==== PROVIDED DATA ====

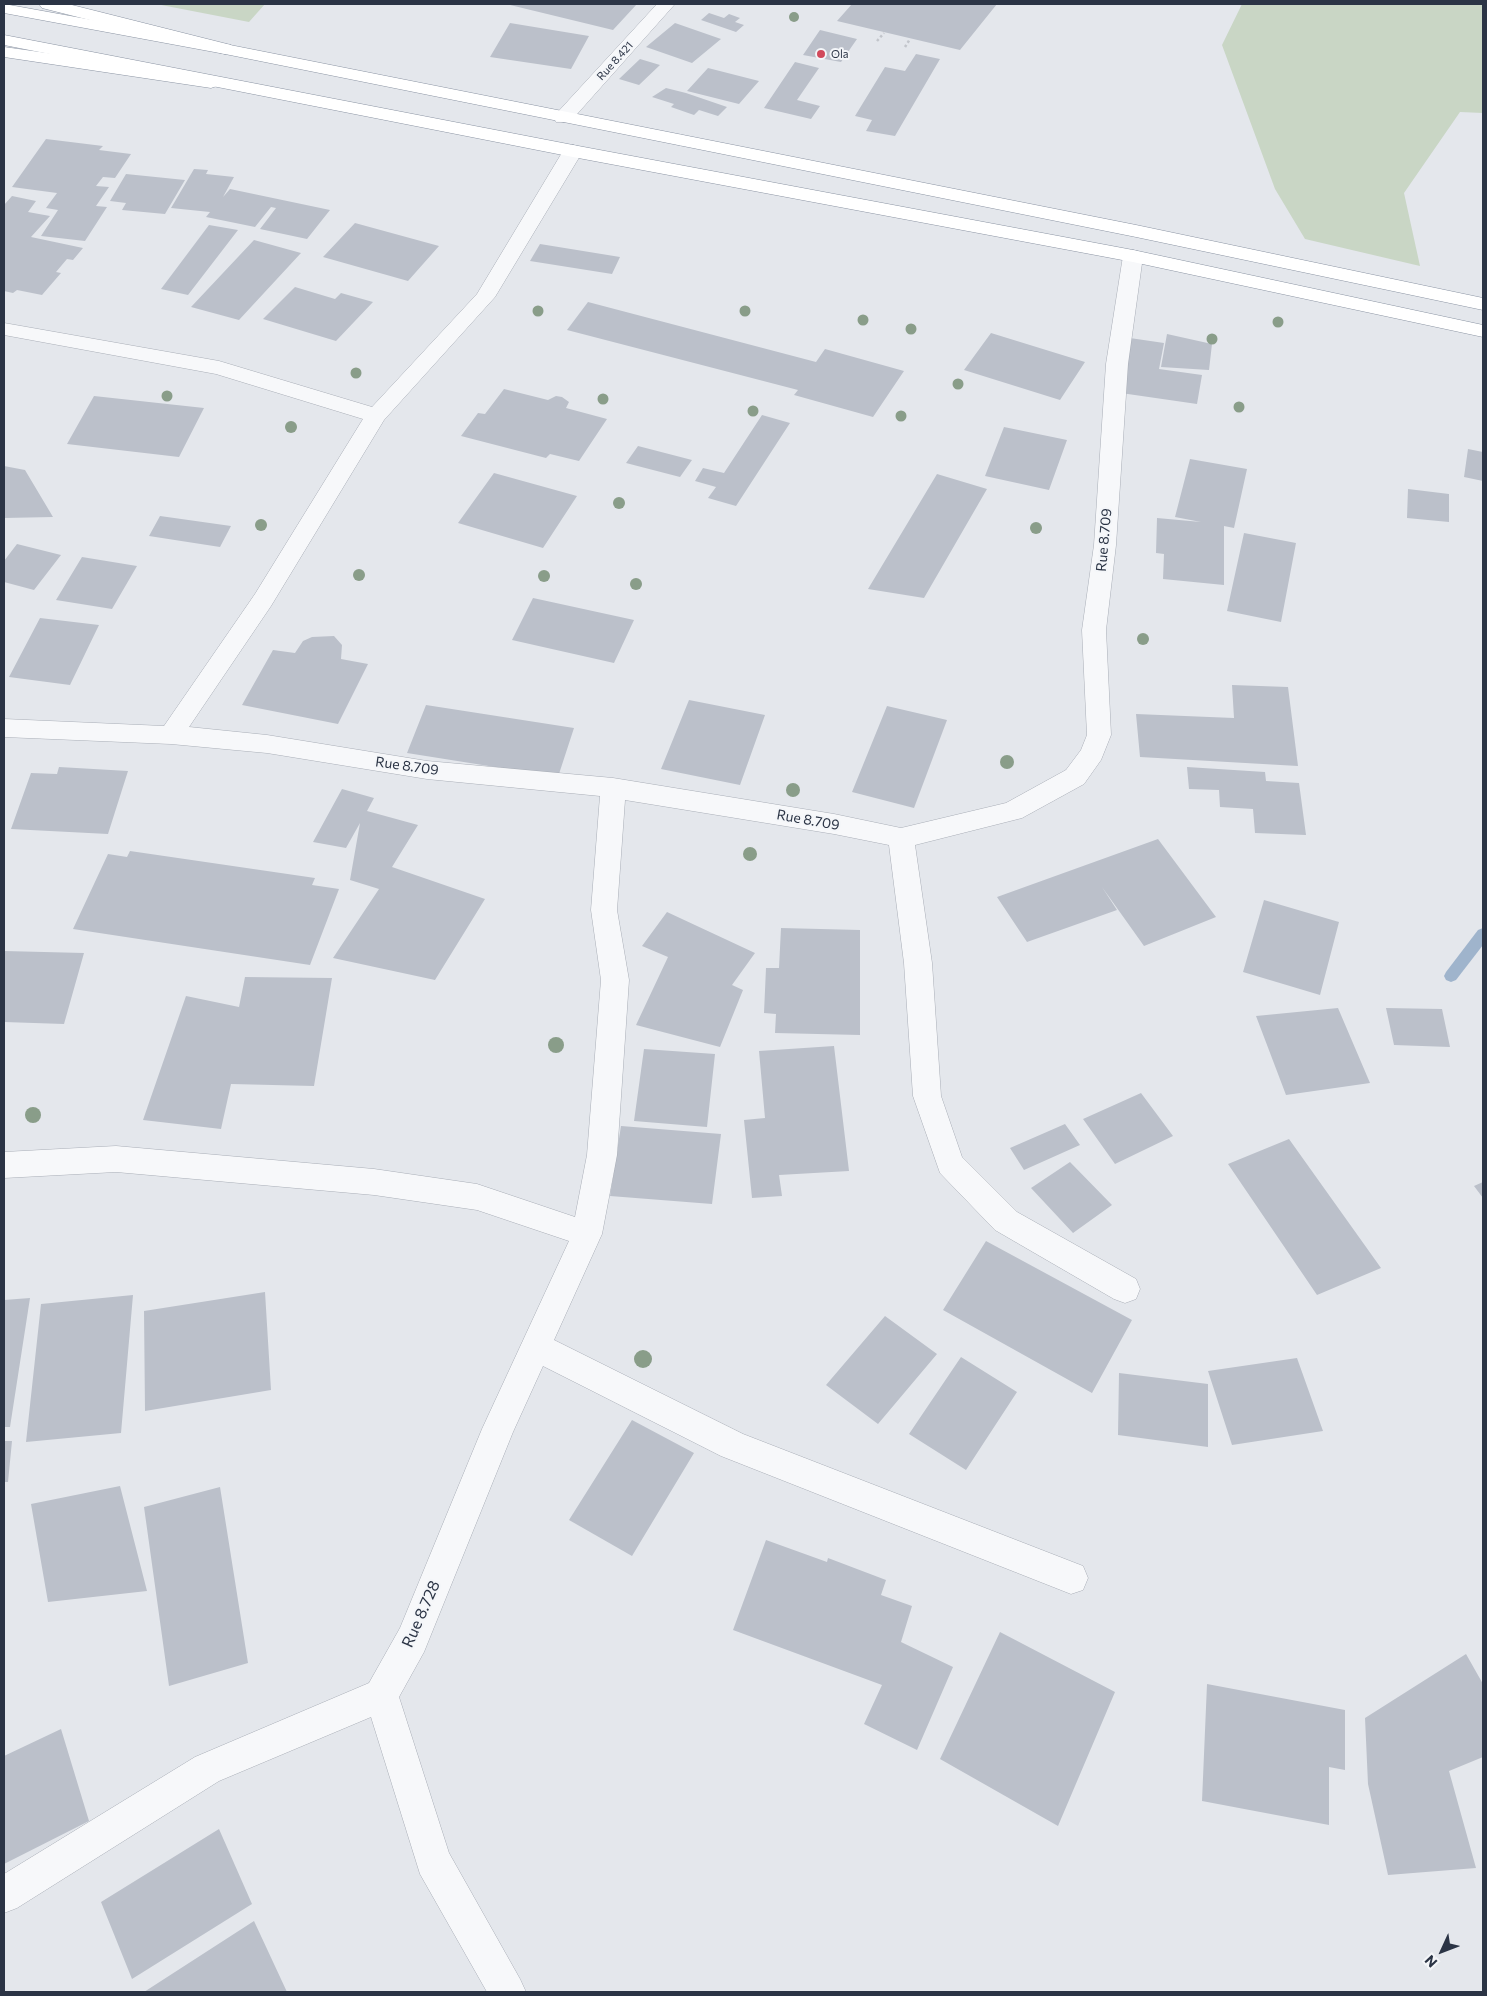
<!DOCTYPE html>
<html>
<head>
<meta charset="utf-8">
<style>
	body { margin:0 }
	#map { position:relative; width:1487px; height:1996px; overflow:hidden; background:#e4e7ec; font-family:Commissioner,sans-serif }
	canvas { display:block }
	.frame { position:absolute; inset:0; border:5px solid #2b3445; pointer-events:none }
	.north { position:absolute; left:1417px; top:1926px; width:50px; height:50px; -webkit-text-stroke:4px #f4f6f9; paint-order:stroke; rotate:227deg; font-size:14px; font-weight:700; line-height:20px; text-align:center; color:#2b3445 }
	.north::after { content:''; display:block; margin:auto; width:18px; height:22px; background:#2b3445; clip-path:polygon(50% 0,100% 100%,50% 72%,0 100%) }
</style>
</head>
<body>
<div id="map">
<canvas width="1487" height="1996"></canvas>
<div class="frame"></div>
<div class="north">N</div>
</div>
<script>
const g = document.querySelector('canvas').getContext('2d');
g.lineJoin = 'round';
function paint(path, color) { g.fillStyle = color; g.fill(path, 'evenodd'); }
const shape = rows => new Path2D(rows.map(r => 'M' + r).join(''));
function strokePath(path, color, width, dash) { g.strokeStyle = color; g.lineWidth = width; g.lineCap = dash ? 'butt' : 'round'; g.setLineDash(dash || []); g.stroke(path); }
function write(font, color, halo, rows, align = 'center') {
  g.font = font + ' Commissioner,sans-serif'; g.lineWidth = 4; g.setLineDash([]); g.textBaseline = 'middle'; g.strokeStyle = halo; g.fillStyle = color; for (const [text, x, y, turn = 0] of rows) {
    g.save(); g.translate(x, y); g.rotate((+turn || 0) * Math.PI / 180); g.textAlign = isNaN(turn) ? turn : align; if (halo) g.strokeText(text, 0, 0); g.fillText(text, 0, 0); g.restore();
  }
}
paint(shape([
	[156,4,265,4,249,22],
	[1242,4,1483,4,1483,113,1460,112,1404,193,1420,266,1305,239,1275,189,1222,45]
]), '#c9d6c5');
paint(shape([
	[1483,928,1483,945,1456,980,1451,982,1446,980,1444,976,1446,972,1478,930,1483,928]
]), '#9fb4cc');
paint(shape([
	[506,4,637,4,613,30],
	[852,4,997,4,960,50,837,21],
	[709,13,724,18,729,14,740,18,735,22,744,25,736,32,701,20],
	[510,23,589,36,571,69,490,57],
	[675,23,721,39,692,63,646,47],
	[820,30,857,39,841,62,803,55],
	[916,54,940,59,895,136,866,131,872,120,855,116,885,67,905,71],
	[640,59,660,65,639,85,619,79],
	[795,62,819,68,797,100,820,106,811,119,764,108],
	[708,68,759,81,739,104,687,91],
	[666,88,686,93,727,107,718,116,699,110,694,115,671,107,674,104,652,97],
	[46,139,103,146,99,150,131,154,115,178,103,177,96,186,109,187,96,206,107,207,85,241,41,236,58,210,46,208,57,193,12,187],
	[194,169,208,170,206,174,234,177,223,197,230,189,330,210,307,239,260,229,276,208,271,207,255,227,206,217,210,212,171,208],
	[126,174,185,180,165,214,122,210,126,203,110,201],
	[12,196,36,201,28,212,50,216,31,237,83,248,73,260,67,259,56,272,61,273,42,295,17,290,13,293,4,291,4,205],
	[355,223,439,246,408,281,323,257],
	[209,225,238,230,188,295,161,289],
	[254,240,301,253,239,320,191,307],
	[540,244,620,257,612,274,530,261],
	[295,287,335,299,341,293,373,302,336,341,263,319],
	[588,302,816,362,825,349,904,371,873,417,794,395,798,390,567,330],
	[991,333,1085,362,1060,400,964,370],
	[1167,334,1212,344,1209,370,1161,367],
	[1123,337,1164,343,1159,369,1202,375,1197,404,1114,392],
	[504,389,548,400,556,396,562,397,569,402,566,408,607,419,579,461,550,454,546,458,461,436,478,413,485,414],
	[94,396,204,408,179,457,67,444],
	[762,415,790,423,736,506,708,498,716,487,695,481,703,468,724,473],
	[1004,427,1067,440,1049,490,985,476],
	[638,446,692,460,680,477,626,463],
	[1468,449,1483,452,1483,481,1464,477],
	[1190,459,1247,469,1234,528,1224,526,1224,585,1163,579,1164,554,1156,553,1157,518,1201,522,1175,517],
	[4,466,25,470,53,517,4,518],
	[494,473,577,496,543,548,458,523],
	[937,474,987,489,924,598,868,589],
	[1408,489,1449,494,1449,522,1407,518],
	[160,516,231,526,220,547,149,536],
	[1244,533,1296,543,1281,622,1227,611],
	[17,544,61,555,34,590,4,582,4,561],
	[82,557,137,566,112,609,56,600],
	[533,598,634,620,614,663,512,640],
	[40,618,99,625,70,685,9,677],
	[334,636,342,645,341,659,368,664,338,724,242,705,273,650,295,653,303,641,312,637],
	[1232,685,1288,687,1298,766,1140,757,1136,714,1234,718],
	[689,700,765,715,740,785,661,769],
	[426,705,574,728,558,777,407,753],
	[887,706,947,720,914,808,852,792],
	[59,767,128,771,108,834,11,829,31,773,57,774],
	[1187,767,1265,772,1266,781,1299,783,1306,835,1255,833,1253,809,1220,807,1219,790,1189,789],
	[342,789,374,798,367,811,418,825,392,867,485,899,435,980,333,958,379,889,350,880,360,823,346,848,313,842],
	[1158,839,1216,917,1144,946,1102,887,1117,910,1027,942,997,897],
	[130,851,315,878,312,885,339,889,310,965,73,929,108,854,127,857],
	[1264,900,1339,922,1320,995,1243,972],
	[667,912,755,953,732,985,743,990,720,1047,636,1025,668,957,642,946],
	[781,928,860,930,860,1035,775,1033,776,1014,764,1013,766,968,779,968],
	[4,951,84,953,64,1024,4,1022],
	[245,977,332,978,314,1086,231,1084,221,1129,143,1120,186,996,239,1007],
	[1338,1008,1370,1083,1286,1095,1256,1016],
	[1386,1008,1442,1009,1450,1047,1394,1045],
	[834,1046,849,1171,779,1175,782,1196,752,1198,744,1120,765,1118,759,1051],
	[644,1049,715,1054,707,1127,634,1121],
	[1141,1093,1173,1136,1115,1164,1083,1119],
	[1065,1124,1080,1145,1024,1170,1010,1148],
	[621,1126,721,1134,712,1204,610,1196],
	[1289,1139,1381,1268,1317,1295,1228,1164],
	[1070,1162,1112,1205,1073,1233,1031,1188],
	[1483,1182,1483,1198,1474,1186],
	[986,1241,1132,1320,1092,1393,943,1310],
	[265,1292,271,1390,145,1411,144,1311],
	[133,1295,121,1433,26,1442,41,1304],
	[30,1298,10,1427,4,1427,4,1300],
	[885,1316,937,1354,878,1424,826,1385],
	[961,1357,1017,1392,966,1470,909,1434],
	[1297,1358,1323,1431,1232,1445,1208,1371],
	[1119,1373,1208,1384,1208,1447,1118,1435],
	[632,1420,694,1453,632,1556,569,1520],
	[4,1441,12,1441,8,1482,4,1482],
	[120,1486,147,1591,48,1602,31,1504],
	[220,1487,248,1663,169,1686,144,1507],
	[766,1540,827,1562,828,1558,886,1580,881,1595,912,1606,901,1642,953,1667,917,1750,864,1724,882,1685,733,1630],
	[1000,1632,1115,1692,1058,1826,940,1759],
	[1466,1654,1483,1684,1483,1757,1449,1771,1476,1868,1388,1875,1368,1784,1365,1718],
	[1207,1684,1345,1710,1345,1770,1329,1767,1329,1825,1202,1801],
	[61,1729,89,1821,4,1864,4,1756],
	[219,1829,252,1904,132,1979,101,1902],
	[254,1921,287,1992,144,1992]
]), '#bbc0ca');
const minor = shape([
	[657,4,675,4,570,122,556,122,554,118,556,114,657,4],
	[573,145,580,147,583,151,495,297,384,420,271,606,189,727,267,735,427,761,613,778,834,814,901,828,1006,803,1066,770,1081,750,1087,735,1082,630,1094,545,1106,364,1123,256,1126,252,1133,250,1140,252,1143,256,1128,364,1116,545,1106,630,1111,735,1101,760,1084,784,1022,818,915,845,932,963,941,1096,962,1157,1017,1212,1136,1279,1140,1289,1136,1299,1125,1303,1114,1299,995,1230,940,1173,913,1096,904,963,889,845,834,834,625,800,617,910,629,980,617,1155,602,1234,554,1340,743,1434,1083,1566,1088,1578,1083,1590,1071,1594,721,1456,543,1366,513,1432,424,1652,399,1697,449,1853,520,1979,526,1992,487,1992,420,1874,371,1717,219,1781,17,1908,4,1913,4,1874,195,1757,369,1683,400,1628,482,1429,569,1241,477,1210,374,1195,116,1172,4,1178,4,1152,116,1146,374,1169,477,1184,575,1217,587,1155,601,980,591,910,600,796,427,779,267,753,171,744,4,737,4,719,164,726,255,594,363,419,216,374,4,335,4,323,219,361,372,407,477,294,563,151,566,147,573,145]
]);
const trunk = shape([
	[4,4,225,44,1136,225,1483,298,1483,310,1136,237,225,54,4,13,4,4],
	[4,35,573,145,1133,250,1483,325,1483,337,1133,262,573,157,4,45,4,35]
]);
const motorway = shape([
	[39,4,68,4,231,45,234,49,231,53,225,54,42,8,39,4],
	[4,47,211,76,217,78,220,82,217,86,211,88,4,57,4,47]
]);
strokePath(minor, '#a9aeb7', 1);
strokePath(trunk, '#8b94a3', 1);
strokePath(motorway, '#8b94a3', 1);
strokePath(shape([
	[877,41,884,33],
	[905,47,910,39]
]), '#c2c5cb', 2.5, [2.5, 2.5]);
paint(minor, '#f7f8fa');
paint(trunk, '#fff');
paint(motorway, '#fff');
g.fillStyle = '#899d89';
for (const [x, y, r] of [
	[794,17,5],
	[538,311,5.5],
	[745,311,5.5],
	[863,320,5.5],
	[1278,322,5.5],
	[911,329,5.5],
	[1212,339,5.5],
	[356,373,5.5],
	[958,384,5.5],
	[167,396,5.5],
	[603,399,5.5],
	[1239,407,5.5],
	[753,411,5.5],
	[901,416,5.5],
	[291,427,6],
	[619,503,6],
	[261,525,6],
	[1036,528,6],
	[359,575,6],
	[544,576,6],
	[636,584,6],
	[1143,639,6],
	[1007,762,7],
	[793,790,7],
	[750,854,7],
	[556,1045,8],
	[33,1115,8],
	[643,1359,9]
]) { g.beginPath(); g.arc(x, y, r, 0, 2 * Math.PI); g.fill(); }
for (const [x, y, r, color] of [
	[821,54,5,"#d1495b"]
]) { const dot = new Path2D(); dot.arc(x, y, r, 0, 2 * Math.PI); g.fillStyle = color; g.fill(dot); strokePath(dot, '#f4f6f9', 2); }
write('11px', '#2b3445', '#f4f6f9', [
	["Ola",831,54]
], 'left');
write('11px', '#2b3445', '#f4f6f9', [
	["Rue 8.421",615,61,-48]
]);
write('14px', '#2b3445', '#f4f6f9', [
	["Rue 8.709",1104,540,-85],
	["Rue 8.709",407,766,8],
	["Rue 8.709",808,820,10]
]);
write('16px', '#2b3445', '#f4f6f9', [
	["Rue 8.728",421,1614,-66]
]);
</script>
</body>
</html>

====

▶ _YOUR ASSIGNMENT_
From the first line of the records through the line containing "g.lineJoin = 'round';", please output exactly those lines and nothing more, leaving out the pictures.

▶ _FINISHED EXERCISE_
<!DOCTYPE html>
<html>
<head>
<meta charset="utf-8">
<style>
	body { margin:0 }
	#map { position:relative; width:1487px; height:1996px; overflow:hidden; background:#e4e7ec; font-family:Commissioner,sans-serif }
	canvas { display:block }
	.frame { position:absolute; inset:0; border:5px solid #2b3445; pointer-events:none }
	.north { position:absolute; left:1417px; top:1926px; width:50px; height:50px; -webkit-text-stroke:4px #f4f6f9; paint-order:stroke; rotate:227deg; font-size:14px; font-weight:700; line-height:20px; text-align:center; color:#2b3445 }
	.north::after { content:''; display:block; margin:auto; width:18px; height:22px; background:#2b3445; clip-path:polygon(50% 0,100% 100%,50% 72%,0 100%) }
</style>
</head>
<body>
<div id="map">
<canvas width="1487" height="1996"></canvas>
<div class="frame"></div>
<div class="north">N</div>
</div>
<script>
const g = document.querySelector('canvas').getContext('2d');
g.lineJoin = 'round';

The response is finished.